§ EXERCISE INSTRUCTIONS
Check every line of the data below for "tools". Copy each one that has it.

§ MATERIAL FOR THE TASK
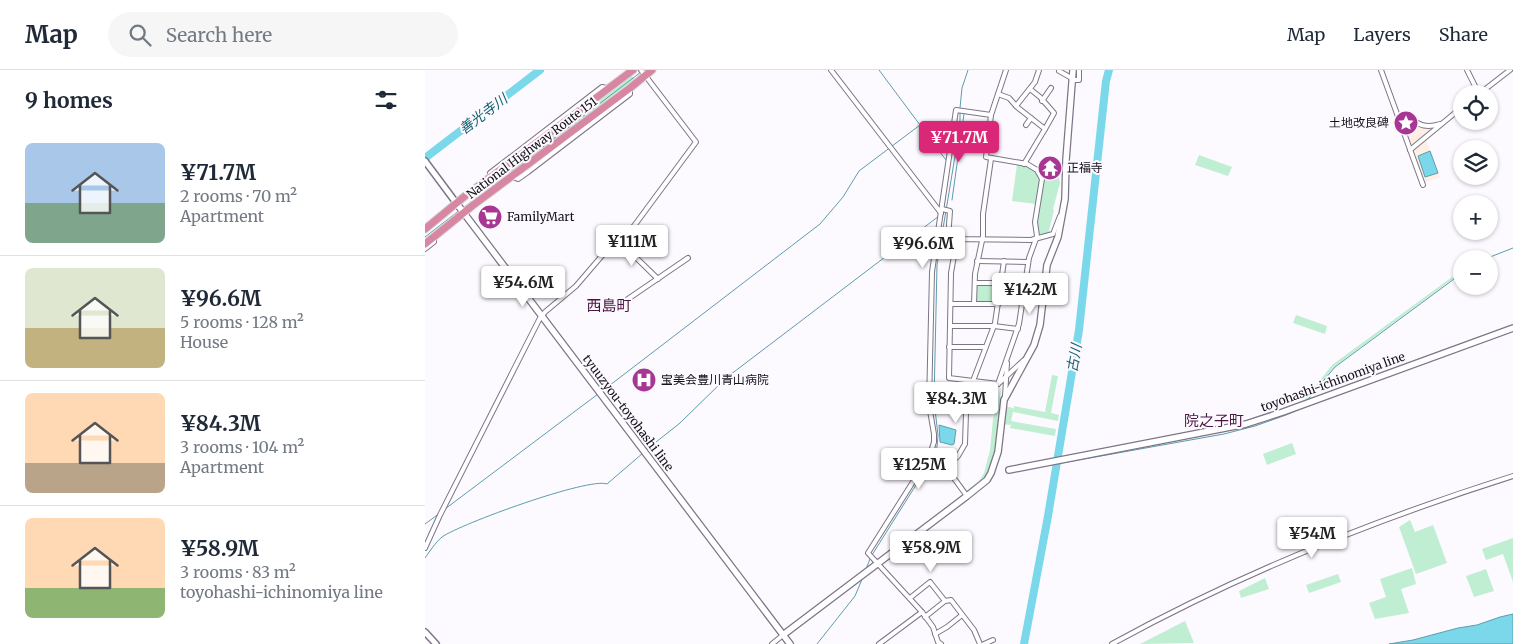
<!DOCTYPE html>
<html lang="en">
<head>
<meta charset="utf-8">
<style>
  body { margin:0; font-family:Merriweather,"Noto Sans JP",serif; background:#f6f6f7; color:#1f2937; height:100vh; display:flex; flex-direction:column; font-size:19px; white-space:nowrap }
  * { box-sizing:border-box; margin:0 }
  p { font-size:16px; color:#747a83 }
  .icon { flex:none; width:28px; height:28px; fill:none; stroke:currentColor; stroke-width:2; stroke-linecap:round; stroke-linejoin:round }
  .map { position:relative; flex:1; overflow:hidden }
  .drawer { display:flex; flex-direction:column; background:#fff; width:425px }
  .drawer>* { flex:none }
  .tools { position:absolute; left:1028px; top:15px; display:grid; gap:10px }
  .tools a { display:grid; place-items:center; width:45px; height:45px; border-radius:50%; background:#fff; box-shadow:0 1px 4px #0004; font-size:25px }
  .price { position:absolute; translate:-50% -42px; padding:0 11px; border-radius:5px; background:#fff; color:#222; font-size:16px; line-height:32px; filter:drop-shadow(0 1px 2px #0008) }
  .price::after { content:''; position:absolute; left:50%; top:30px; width:15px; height:11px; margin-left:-8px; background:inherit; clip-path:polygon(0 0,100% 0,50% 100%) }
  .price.on { background:#db2777; color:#fff }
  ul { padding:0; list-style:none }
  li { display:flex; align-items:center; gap:15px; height:125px; padding:0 25px }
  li+li { border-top:1px solid #e0e1e3 }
  li span { display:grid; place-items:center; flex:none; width:140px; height:100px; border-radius:8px; color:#555 }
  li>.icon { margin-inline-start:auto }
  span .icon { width:60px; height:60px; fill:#fffc; stroke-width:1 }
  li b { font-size:21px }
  h2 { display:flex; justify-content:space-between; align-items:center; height:60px; padding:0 25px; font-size:21px }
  header { display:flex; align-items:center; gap:30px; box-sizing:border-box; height:70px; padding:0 25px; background:#fff; border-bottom:1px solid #e0e1e3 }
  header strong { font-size:24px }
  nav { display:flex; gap:28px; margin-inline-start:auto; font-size:18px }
  .search { width:350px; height:45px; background:#f6f6f7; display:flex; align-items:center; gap:12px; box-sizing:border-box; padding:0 18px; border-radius:28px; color:#747a83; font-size:19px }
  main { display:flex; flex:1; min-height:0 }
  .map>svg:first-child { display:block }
  .industrial { fill:#ffeee3 }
  .green { fill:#c0eed2 }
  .water { fill:#7bd8eb; stroke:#5c9dac }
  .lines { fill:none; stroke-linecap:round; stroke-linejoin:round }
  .stream { stroke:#5c9dac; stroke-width:1 }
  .river { stroke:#7bd8eb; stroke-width:8 }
  .minor-casing { stroke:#7d7587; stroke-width:6 }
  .tertiary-casing { stroke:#7d7587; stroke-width:8 }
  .secondary-casing { stroke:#7d7587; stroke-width:8 }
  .trunk-casing { stroke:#d5d4d6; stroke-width:9 }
  .minor { stroke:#fff; stroke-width:4 }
  .tertiary { stroke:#fff; stroke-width:5 }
  .secondary { stroke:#fff; stroke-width:5.5 }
  .trunk { stroke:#d887a2; stroke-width:7 }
  .labels { text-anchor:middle; stroke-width:4; stroke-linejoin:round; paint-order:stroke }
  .poi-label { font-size:12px; fill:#151219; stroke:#fcfaff; text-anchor:start }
  .street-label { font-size:12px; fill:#151219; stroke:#fcfaff }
  .water-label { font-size:14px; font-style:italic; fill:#105f6c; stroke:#fcfaff }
  .quarter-label { font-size:15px; fill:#4c1642; stroke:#fcfaff }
</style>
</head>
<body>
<header>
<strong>Map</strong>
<div class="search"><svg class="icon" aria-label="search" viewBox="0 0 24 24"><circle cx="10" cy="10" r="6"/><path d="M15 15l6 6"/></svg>Search here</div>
<nav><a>Map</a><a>Layers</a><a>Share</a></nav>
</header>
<main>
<section class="drawer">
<h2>9 homes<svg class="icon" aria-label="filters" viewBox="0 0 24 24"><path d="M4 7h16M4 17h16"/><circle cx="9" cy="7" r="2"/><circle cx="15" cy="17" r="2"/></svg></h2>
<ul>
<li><span style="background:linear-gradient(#a9c7e8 60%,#7fa58c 0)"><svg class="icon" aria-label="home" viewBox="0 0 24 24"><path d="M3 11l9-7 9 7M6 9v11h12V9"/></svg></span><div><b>¥71.7M</b><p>2 rooms · 70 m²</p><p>Apartment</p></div></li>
<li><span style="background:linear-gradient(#dfe7d0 60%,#c2b280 0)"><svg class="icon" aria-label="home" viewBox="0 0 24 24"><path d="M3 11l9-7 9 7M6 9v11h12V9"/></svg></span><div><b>¥96.6M</b><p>5 rooms · 128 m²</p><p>House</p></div></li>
<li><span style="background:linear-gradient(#ffd9b3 70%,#b9a48a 0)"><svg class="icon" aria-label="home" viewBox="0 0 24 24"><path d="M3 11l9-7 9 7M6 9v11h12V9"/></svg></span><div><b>¥84.3M</b><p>3 rooms · 104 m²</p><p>Apartment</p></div></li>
<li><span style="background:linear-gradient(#ffd9b3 70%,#8fb573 0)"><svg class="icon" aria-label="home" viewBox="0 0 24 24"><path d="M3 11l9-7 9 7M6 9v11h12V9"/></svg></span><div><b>¥58.9M</b><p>3 rooms · 83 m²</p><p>toyohashi-ichinomiya line</p></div></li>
</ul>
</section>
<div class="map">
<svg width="1088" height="574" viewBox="0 0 1088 574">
  <rect width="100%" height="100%" fill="#fcfaff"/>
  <!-- industrial -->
  <g class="industrial">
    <polygon points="976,48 992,57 1008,58 988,74 986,73"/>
    <polygon points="1001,70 1015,107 1000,112 989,82 990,79"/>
  </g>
  <!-- green -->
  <g class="green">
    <polygon points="207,6 211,11 90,102 65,116 46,132 43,128 163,36"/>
    <polygon points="774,85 807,97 803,106 770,95"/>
    <path d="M592,94C620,98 615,112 611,134L587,131Z"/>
    <polygon points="634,107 635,113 628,139 629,140 624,161 626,162 626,164 615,167 611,154 618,108"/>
    <polygon points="1027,207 1029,208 909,297 884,329 878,332 907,295"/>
    <polygon points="554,214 571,214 573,217 571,230 569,232 553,232 551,230 551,217"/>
    <polygon points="871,245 902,256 900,264 868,253"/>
    <polygon points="627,305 633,306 626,343 634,345 633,351 588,342 586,351 631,359 630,366 585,358 586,354 585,355 577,354 579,336 588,338 588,341 589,336 620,342"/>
    <polygon points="576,317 572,370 564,404 542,422 541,421 554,411 559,403 565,380 568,349"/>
    <polygon points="867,373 871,384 842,395 838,384"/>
    <polygon points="985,450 990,462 1008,455 1022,493 991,504 974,457"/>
    <polygon points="1088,468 1088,512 1078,484 1061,490 1057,479"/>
    <polygon points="987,498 991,514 976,519 984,543 950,549 944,533 961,527 955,509"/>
    <polygon points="1061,499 1069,521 1049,527 1041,506"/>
    <polygon points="913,504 916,512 884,523 881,515"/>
    <polygon points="840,508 844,519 816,528 814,521"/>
    <polygon points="760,551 769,573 715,574"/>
  </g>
  <!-- water -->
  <g class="water">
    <polygon points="1005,81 1013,103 1000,107 993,86"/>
    <polygon points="514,355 531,360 529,374 527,375 515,372"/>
    <polygon points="1088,544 1088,574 964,574 988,570 1033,558 1052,555 1075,547"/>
  </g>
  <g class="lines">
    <!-- stream -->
    <g class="stream">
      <polyline points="535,38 537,18 543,0"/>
      <polyline points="495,56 521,90"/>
      <polyline points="527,130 539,44"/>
      <polyline points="38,138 216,2"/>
      <polyline points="0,167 35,140"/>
      <polyline points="1060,189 1088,178"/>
      <polyline points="1031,199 1036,197"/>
      <polyline points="176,322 395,154 418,127 434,101 495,55 454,0"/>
      <polyline points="884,331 884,328 910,297 1029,209"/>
      <polyline points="221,380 255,353 301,308 514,146"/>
      <polyline points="631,394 799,364 830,356 861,345 885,335"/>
      <polyline points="20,439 173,324"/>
      <polyline points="0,454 15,443"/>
      <polyline points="447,485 508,388 512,377 513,365 509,331 512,195 535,56 535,42"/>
      <path d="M0,488C4,482 11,472 17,467C35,454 164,407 182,414L218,383"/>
      <polyline points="441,499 445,489"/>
      <polyline points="392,574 430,526 438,507"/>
    </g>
    <!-- river -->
    <g class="river">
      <polyline points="0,88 115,0"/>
      <polyline points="599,574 623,446 654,260 681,11 684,0"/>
    </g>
    <defs>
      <g id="minor">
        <polyline points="406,0 516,143"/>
        <polyline points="956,0 998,115"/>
        <polyline points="1042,0 1054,24"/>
        <polyline points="634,1 650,10 654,10 654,0"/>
        <polyline points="605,19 615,27 629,43 620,59"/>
        <polyline points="573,24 584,28 592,37 620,59 599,94"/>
        <polyline points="1054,24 1085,0"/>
        <polyline points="617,31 626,18"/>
        <polyline points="591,36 610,12 614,0"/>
        <path d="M973,45C991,47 992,61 1015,54"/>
        <polyline points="601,55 606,48"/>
        <polyline points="985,80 1036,38"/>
        <polyline points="65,107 65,103 177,17 182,18"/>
        <polyline points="88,107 93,109 103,102 205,24 205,18"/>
        <polyline points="517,139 525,141 523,169 606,170 628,164 635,146"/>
        <polyline points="532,169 526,203 524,308 573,314 599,290"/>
        <polyline points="194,171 233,209"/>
        <polyline points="0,179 9,172 9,167"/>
        <polyline points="552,191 603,192"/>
        <polyline points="550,213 576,213"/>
        <polyline points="200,231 263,188"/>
        <polyline points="526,234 573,234"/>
        <polyline points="549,234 550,204 558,166 558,144 566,89"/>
        <polyline points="525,256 569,256 593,259"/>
        <polyline points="524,277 560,277"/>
        <polyline points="548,311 570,253 579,191"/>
        <polyline points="573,314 594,254 604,188 612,166 610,152 617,109 612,100 602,94 561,87 566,45 581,0"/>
        <polyline points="580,326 582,293"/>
        <path d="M505,383C519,392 532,413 542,426"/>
        <polyline points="521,398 533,386 540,374 542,311"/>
        <polyline points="0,478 15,445 115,248 120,242 151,216 181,181 209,156 271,72 216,0"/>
        <polyline points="485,528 505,512 520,531"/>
        <polyline points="500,547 520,531 526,530 549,560 555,574"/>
        <polyline points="510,564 522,557 537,545"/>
        <polyline points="347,574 358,565"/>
        <polyline points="454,574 497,542"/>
        <polyline points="516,574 513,572 508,557 497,542 443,483 505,385 509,372 509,364 504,335 507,202 531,40 566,45"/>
        <polyline points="559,574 568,570"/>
        <path d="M687,574C814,504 949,450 1088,406"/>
      </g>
      <g id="tertiary">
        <polyline points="0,91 32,134"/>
        <polyline points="0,562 11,574"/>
      </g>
      <g id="secondary">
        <polyline points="32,134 365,574"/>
        <polyline points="584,400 821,354 858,342 1088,258"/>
        <polyline points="358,565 542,426 562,410 566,403 573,382 579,330 609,275 615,255 622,195 633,167 640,129 641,90 648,0"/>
      </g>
      <g id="trunk">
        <polyline points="0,159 40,126 208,0"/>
        <polyline points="0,174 47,136 205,18 227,0"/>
      </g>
    </defs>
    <!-- minor casing -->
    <use href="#minor" class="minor-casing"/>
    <!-- tertiary casing -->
    <use href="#tertiary" class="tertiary-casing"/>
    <!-- secondary casing -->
    <use href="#secondary" class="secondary-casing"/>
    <!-- trunk casing -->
    <use href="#trunk" class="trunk-casing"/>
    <!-- minor -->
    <use href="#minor" class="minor"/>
    <!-- tertiary -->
    <use href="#tertiary" class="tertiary"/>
    <!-- secondary -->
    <use href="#secondary" class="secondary"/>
    <!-- trunk -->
    <use href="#trunk" class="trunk"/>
  </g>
  <!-- icons -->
  <defs>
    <symbol id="sight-disc" viewBox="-11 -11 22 22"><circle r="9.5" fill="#a73793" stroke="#fcfaff"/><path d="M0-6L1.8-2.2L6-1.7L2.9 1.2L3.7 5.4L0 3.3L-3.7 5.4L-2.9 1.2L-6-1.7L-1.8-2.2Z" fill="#fff"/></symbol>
    <symbol id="temple-disc" viewBox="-11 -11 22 22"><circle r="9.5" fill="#a73793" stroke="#fcfaff"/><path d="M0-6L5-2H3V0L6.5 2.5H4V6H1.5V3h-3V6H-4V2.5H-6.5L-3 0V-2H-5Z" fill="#fff"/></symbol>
    <symbol id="supermarket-disc" viewBox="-11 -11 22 22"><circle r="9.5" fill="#a73793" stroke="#fcfaff"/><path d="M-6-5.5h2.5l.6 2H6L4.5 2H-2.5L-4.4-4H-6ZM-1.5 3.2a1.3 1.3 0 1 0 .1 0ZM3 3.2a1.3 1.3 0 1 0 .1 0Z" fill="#fff"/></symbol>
    <symbol id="hospital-disc" viewBox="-11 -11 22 22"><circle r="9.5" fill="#a73793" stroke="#fcfaff"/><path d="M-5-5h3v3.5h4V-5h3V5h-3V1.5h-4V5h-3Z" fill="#fff"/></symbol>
  </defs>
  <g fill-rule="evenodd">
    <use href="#sight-disc" x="967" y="39" width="28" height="28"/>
    <use href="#temple-disc" x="611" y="84" width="28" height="28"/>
    <use href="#supermarket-disc" x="51" y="133" width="28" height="28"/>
    <use href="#hospital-disc" x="205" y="296" width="28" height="28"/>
  </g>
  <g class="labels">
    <!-- poi labels -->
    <g class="poi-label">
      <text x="964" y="57" text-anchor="end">土地改良碑</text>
      <text x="642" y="102">正福寺</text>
      <text x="82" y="151">FamilyMart</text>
      <text x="236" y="314">宝美会豊川青山病院</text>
    </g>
    <!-- street labels -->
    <g class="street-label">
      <text transform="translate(107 78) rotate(-37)" y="4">National Highway Route 151</text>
      <text transform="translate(908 312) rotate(-20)" y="4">toyohashi-ichinomiya line</text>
      <text transform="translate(203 343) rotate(53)" y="4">tyuuzyou-toyohashi line</text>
    </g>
    <!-- water labels -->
    <g class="water-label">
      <text transform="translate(58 44) rotate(-37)" y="5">善光寺川</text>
      <text transform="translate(649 288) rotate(-80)" y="5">古川</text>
    </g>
    <!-- quarter labels -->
    <g class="quarter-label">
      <text x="184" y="241">西島町</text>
      <text x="789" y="356">院之子町</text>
    </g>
  </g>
</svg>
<div class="tools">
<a><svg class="icon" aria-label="locate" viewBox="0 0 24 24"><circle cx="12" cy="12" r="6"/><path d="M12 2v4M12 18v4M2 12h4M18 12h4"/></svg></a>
<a><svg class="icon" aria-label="layers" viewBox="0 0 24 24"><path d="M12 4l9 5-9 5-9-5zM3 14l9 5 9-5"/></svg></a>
<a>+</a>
<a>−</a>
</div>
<b class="price on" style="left:534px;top:93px">¥71.7M</b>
<b class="price" style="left:207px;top:197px">¥111M</b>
<b class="price" style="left:498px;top:199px">¥96.6M</b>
<b class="price" style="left:98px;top:238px">¥54.6M</b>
<b class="price" style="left:605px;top:245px">¥142M</b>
<b class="price" style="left:531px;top:354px">¥84.3M</b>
<b class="price" style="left:494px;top:420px">¥125M</b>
<b class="price" style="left:887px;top:489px">¥54M</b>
<b class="price" style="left:506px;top:503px">¥58.9M</b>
</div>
</main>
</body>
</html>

§ TASK SOLUTION
  .tools { position:absolute; left:1028px; top:15px; display:grid; gap:10px }
  .tools a { display:grid; place-items:center; width:45px; height:45px; border-radius:50%; background:#fff; box-shadow:0 1px 4px #0004; font-size:25px }
<div class="tools">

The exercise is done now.